### Records for this task
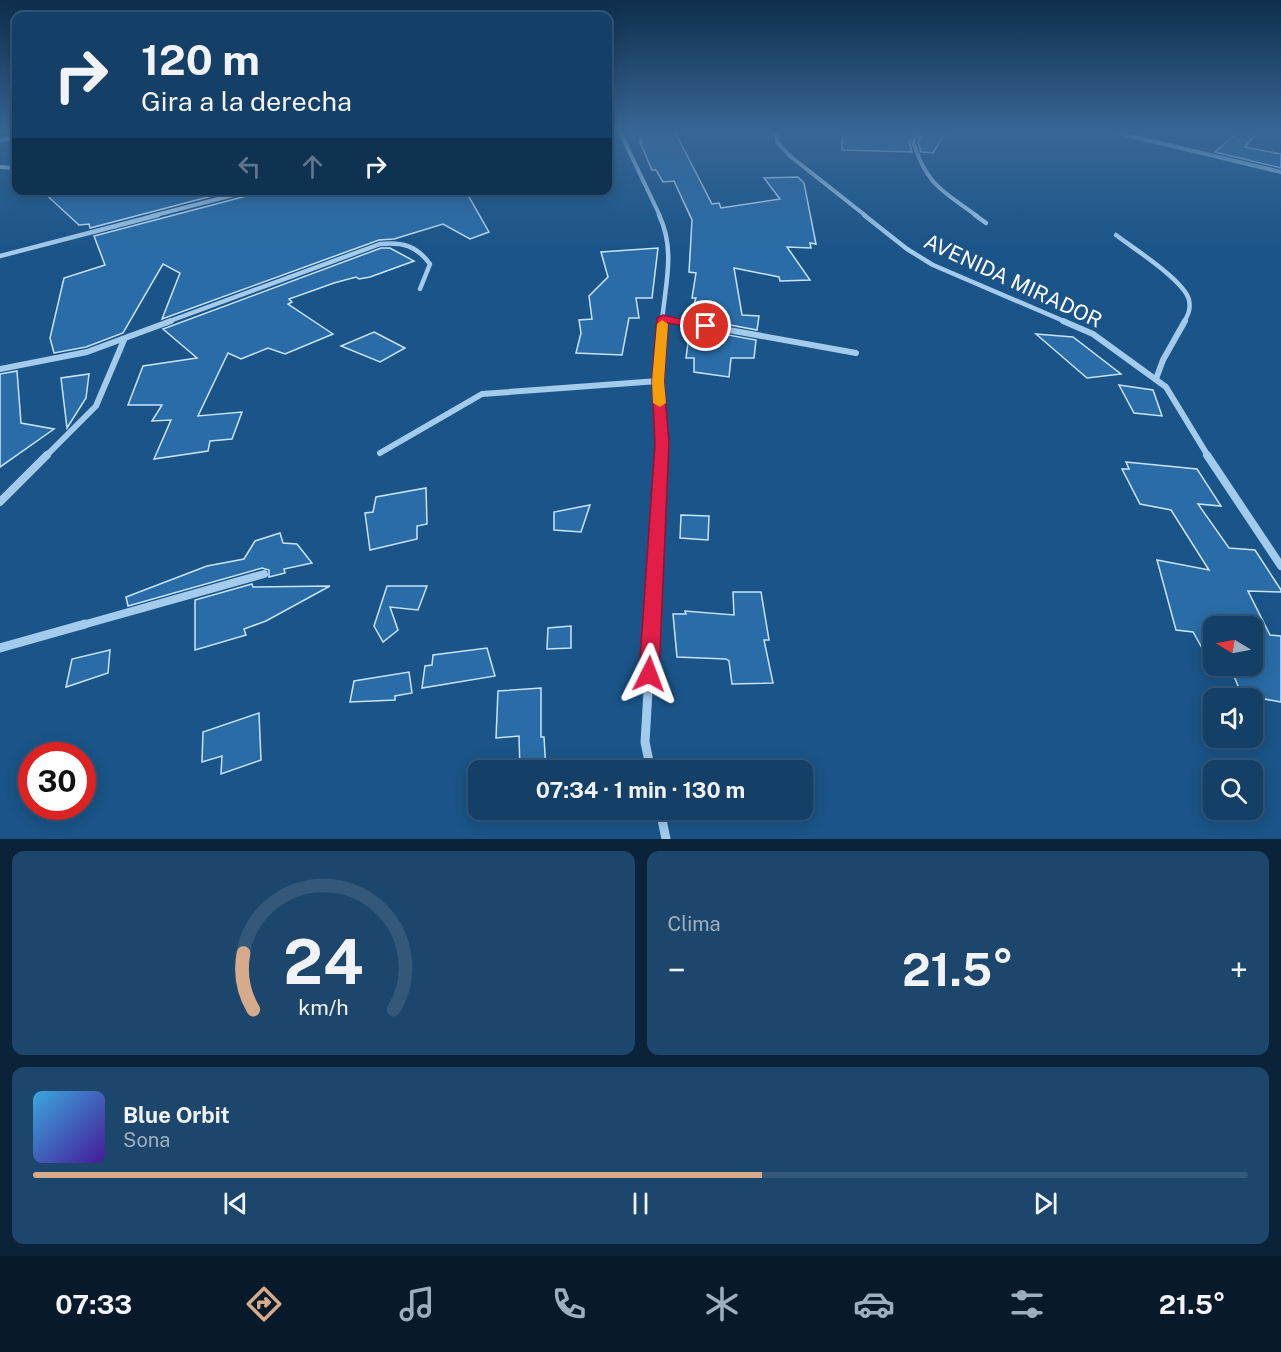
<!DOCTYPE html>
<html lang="es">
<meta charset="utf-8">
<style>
:root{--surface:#143f66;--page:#1d466c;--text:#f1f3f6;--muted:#9dafbf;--line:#33587a;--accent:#d6ab8b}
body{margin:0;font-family:"Public Sans",sans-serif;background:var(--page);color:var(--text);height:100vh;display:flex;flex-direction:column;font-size:22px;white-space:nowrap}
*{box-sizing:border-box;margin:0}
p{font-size:20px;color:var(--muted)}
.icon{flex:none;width:33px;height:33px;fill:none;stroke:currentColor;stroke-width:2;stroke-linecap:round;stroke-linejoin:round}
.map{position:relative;height:839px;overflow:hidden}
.drawer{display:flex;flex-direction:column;gap:12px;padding:12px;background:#0b2338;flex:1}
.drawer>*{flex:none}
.hud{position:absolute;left:12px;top:12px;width:600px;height:183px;border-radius:12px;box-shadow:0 3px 15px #0003,0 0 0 2px var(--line);background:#143f66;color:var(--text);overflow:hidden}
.needle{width:39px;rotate:280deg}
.controls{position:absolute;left:1203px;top:616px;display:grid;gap:12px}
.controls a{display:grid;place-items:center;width:60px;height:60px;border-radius:12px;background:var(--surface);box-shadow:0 3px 15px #0003,0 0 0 2px var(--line);font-size:30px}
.speed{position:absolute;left:18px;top:742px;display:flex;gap:12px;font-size:30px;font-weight:700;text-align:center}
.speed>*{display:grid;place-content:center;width:78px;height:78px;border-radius:50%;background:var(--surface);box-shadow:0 3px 15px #0003,0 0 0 2px var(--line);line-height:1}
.speed .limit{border:9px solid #d22;background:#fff;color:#111}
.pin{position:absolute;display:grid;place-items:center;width:51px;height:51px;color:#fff;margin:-26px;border:3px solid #fff;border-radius:50%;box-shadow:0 2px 6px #0007}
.me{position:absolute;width:66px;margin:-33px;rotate:3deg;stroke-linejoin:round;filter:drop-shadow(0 0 4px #0008)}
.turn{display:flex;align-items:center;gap:21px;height:126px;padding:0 30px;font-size:27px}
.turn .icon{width:78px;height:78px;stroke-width:2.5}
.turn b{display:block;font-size:42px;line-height:51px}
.lanes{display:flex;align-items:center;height:57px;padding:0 30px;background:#0003;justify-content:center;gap:30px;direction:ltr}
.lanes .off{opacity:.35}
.big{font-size:45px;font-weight:700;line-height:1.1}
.drawer .widget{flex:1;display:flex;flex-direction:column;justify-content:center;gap:9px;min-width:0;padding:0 21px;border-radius:12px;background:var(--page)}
.drawer .dial{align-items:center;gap:0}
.dial svg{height:156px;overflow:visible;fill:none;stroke:var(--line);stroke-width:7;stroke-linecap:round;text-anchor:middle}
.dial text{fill:var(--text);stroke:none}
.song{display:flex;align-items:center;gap:18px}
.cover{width:72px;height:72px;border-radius:9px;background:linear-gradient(135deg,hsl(200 70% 55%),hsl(260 70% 35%))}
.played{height:6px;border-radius:3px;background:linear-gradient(90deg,var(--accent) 60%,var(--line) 60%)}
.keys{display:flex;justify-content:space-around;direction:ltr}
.heat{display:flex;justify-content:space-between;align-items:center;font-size:33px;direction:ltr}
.drawer .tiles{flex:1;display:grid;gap:12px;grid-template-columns:1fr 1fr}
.widget:last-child{grid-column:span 2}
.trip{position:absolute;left:468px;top:760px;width:345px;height:60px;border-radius:12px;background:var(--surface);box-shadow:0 3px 15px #0003,0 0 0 2px var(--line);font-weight:700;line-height:60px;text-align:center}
.dock{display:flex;height:96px;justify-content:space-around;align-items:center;background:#081929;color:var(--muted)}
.dock .icon{width:42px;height:42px}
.dock .selected{color:var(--accent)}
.dock b{font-size:27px;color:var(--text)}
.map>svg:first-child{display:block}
.building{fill:#296ca7;stroke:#c9e3f9;stroke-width:1.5;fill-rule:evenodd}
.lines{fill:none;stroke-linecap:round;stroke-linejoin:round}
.street-far4{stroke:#a3cbec;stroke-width:4}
.street-far3{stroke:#a3cbec;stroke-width:4.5}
.street-far2{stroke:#a3cbec;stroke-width:6}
.street-far1{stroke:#a3cbec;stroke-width:8}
.street{stroke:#a3cbec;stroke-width:9}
.route{fill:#e11d48;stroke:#92132f;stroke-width:1.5}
.slow{fill:#f59e0b}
.labels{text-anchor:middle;stroke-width:6;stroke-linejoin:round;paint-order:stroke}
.street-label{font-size:21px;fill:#fff;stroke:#1a5488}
</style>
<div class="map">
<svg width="1281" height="839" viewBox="0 0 1281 839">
<rect width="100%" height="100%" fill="#1a5488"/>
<!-- building -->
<g class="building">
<polygon points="639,132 675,132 712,204 719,203 721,208 780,199 764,178 798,177 804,183 816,244 810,243 811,248 787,247 810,280 780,281 779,277 734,268 742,315 759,316 757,330 693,318 695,314 691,313 696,298 692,298 696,273 689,272 692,220 674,181 663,182 656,170 652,170 640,142 642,142"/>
<polygon points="842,132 916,132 909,141 912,152 842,150"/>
<polygon points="925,132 946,132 933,153 921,152 918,142"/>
<polygon points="1238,132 1257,132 1245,147 1281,154 1281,168 1215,152"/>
<polygon points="41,190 235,190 90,228 89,224 79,225"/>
<polygon points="257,190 465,190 489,232 470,239 443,224 394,239 379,240 162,319 180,273 163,264 123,333 86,347 54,353 50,338 64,278 105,265 94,236 254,194"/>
<polygon points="381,248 390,248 414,261 370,277 359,279 356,277 334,283 289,299 292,302 288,304 333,334 285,354 268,348 241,359 228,353 198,416 242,412 232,439 210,441 208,451 154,459 171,420 152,421 162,405 128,405 143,366 197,358 163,329"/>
<polygon points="658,248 652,298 636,298 639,318 629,318 622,355 576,353 581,333 579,320 592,319 589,296 608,277 601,252"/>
<polygon points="690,328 756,340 754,358 731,358 729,377 694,372 694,358 686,358"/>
<polygon points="374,332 405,348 380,362 341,346"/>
<polygon points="1036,334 1073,337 1121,374 1087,378"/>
<polygon points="17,371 21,423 54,429 0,467 0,374"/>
<polygon points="89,374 86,398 67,428 61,378"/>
<polygon points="1119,385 1153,390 1162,416 1134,413"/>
<path d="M1126 462 1197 469 1221 506 1198 504 1229 548 1255 550 1281 590V592L1248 591 1270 635 1281 636V702L1242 695 1232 672 1215 671 1193 632 1176 630 1157 560 1209 570 1171 510 1140 504 1122 469H1129ZM1214 627H1252V666H1214Z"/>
<polygon points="426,488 427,524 417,526 417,539 370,550 365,513 373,512 376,497"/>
<polygon points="590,505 581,532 554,530 554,512"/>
<polygon points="681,515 709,516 708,540 680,538"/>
<polygon points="280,533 283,543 297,544 312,563 284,569 285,573 269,577 269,570 262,568 128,606 126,597 207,566 244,559 255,541"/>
<polygon points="252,584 253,587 330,586 266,621 244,629 246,635 195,650 195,600"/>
<polygon points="387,586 427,586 418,610 390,607 398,630 383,642 374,626"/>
<polygon points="733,592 761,592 769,640 764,640 773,683 732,684 729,661 726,659 677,657 673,614 686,614 685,611 734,615"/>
<polygon points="571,626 571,648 547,649 548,628"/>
<polygon points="487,648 495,676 422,688 425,666 432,665 433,655"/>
<polygon points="110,650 108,673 66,687 72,659"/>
<polygon points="409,672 412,693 395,696 395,700 350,702 354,681"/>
<polygon points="541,688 541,737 544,737 546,771 520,771 519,736 496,738 498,691"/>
<polygon points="259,713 261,760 221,774 222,756 202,762 203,732"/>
</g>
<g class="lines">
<!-- street-far4 -->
<g class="street-far4">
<polyline points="620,132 660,216"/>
<polyline points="776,132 777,142 790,156 866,216"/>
<path d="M921 132 913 141C926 185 943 191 977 216"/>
<polyline points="1114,132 1281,172"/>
<polyline points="0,140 16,138"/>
<polyline points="0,167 16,168"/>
<polyline points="152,216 253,190"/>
</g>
<!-- street-far3 -->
<g class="street-far3">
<path d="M659 215C676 250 665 285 662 322"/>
<polyline points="864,215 907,249 933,265 1066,322"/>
<polyline points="975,215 986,223"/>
<path d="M1116 235C1133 248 1185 281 1189 300 1191 309 1188 315 1184 322"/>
<polyline points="0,256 158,215"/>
<polyline points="663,318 687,322"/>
<path d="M167 322 380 244C402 242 416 245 430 264L420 289"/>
</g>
<!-- street-far2 -->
<g class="street-far2">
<polyline points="679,321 856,353"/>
<polyline points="1063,321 1093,334 1166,387 1208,456"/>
<polyline points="0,369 87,352 171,321"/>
<polyline points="1156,379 1163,360 1185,321"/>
<polyline points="380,453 482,394 658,381"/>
<polyline points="46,456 96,406 124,340"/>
<polyline points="661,456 658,381 662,321"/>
</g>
<!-- street-far1 -->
<g class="street-far1">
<polyline points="1207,455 1281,566"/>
<polyline points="0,502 47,455"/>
<polyline points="79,626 264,574"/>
<polyline points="652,626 661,455"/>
</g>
<!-- street -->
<g class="street">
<polyline points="0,648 85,624"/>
<polyline points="651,771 645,742 652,624"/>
<polyline points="660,810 666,839"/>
</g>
</g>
<!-- sky -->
<linearGradient id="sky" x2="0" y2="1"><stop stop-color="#0e2e4b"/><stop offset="0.53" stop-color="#386796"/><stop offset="1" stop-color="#386796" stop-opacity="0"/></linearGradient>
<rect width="1281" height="249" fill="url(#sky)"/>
<!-- route -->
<polygon class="route" points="663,315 711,326 706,330 668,323 664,381 669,444 659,674 656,680 649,682 642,680 639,674 655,444 652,381 657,318"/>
<!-- slow -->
<polygon class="slow" points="662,320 668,324 664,381 666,403 660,407 653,403 652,381 657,324"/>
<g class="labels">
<!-- street labels -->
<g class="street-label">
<text transform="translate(1013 281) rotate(25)" y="7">AVENIDA MIRADOR</text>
</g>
</g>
</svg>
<div class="controls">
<a><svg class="needle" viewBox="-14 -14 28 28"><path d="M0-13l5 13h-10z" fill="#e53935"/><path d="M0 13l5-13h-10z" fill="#9dafbf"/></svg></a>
<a><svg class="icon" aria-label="sound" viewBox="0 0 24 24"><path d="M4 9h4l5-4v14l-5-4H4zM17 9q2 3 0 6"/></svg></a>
<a><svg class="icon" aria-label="search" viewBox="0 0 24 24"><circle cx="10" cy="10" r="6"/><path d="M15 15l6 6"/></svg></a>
</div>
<div class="speed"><div class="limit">30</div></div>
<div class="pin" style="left:706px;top:326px;background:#d93025"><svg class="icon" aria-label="arrive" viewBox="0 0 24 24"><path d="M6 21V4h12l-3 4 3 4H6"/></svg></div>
<svg class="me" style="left:649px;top:674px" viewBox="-20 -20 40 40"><path d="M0-17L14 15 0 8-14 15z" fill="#e11d48" stroke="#fff" stroke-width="4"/></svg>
<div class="trip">07:34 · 1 min · 130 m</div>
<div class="hud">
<div class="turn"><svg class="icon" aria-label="right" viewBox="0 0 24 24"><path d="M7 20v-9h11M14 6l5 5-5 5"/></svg><div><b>120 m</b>Gira a la derecha</div></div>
<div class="lanes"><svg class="icon off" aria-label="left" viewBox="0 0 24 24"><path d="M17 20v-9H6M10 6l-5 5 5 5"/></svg><svg class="icon off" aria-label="ahead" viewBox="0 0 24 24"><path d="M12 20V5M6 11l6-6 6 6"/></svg><svg class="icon" aria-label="right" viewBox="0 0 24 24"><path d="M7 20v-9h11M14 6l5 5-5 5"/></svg></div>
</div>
</div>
<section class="drawer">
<div class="tiles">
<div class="widget dial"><svg viewBox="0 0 100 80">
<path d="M14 69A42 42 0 1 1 86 69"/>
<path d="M14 69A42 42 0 0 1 9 40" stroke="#d6ab8b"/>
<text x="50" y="56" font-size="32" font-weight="700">24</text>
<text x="50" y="72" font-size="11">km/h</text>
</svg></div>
<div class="widget"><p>Clima</p>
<div class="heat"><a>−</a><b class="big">21.5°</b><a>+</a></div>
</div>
<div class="widget">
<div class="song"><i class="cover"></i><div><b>Blue Orbit</b><p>Sona</p></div></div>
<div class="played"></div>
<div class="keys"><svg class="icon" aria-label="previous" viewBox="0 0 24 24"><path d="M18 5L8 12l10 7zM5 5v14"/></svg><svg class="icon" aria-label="pause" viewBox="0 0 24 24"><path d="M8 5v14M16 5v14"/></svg><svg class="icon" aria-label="next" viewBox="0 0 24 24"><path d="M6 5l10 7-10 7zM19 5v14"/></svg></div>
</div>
</div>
</section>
<nav class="dock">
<b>07:33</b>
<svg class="icon selected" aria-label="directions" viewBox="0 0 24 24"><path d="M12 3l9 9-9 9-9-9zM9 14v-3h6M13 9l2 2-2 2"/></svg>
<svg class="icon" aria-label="music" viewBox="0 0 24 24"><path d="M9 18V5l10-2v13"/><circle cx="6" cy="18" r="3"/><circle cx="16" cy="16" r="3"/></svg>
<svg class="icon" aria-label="phone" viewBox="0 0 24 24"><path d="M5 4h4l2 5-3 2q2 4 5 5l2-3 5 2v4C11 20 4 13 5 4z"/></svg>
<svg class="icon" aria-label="climate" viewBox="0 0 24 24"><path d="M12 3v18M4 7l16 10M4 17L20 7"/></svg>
<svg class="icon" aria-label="car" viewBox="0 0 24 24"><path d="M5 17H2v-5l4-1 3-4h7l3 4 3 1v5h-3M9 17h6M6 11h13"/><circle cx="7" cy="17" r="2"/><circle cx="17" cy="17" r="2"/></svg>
<svg class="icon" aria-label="filters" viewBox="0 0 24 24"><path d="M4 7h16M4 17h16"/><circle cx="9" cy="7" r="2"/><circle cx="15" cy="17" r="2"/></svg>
<b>21.5°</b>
</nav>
######
### Exercise instructions
Find "cover" in the preceding records. Copy each line that holds it.

### Result of the exercise
.cover{width:72px;height:72px;border-radius:9px;background:linear-gradient(135deg,hsl(200 70% 55%),hsl(260 70% 35%))}
<div class="song"><i class="cover"></i><div><b>Blue Orbit</b><p>Sona</p></div></div>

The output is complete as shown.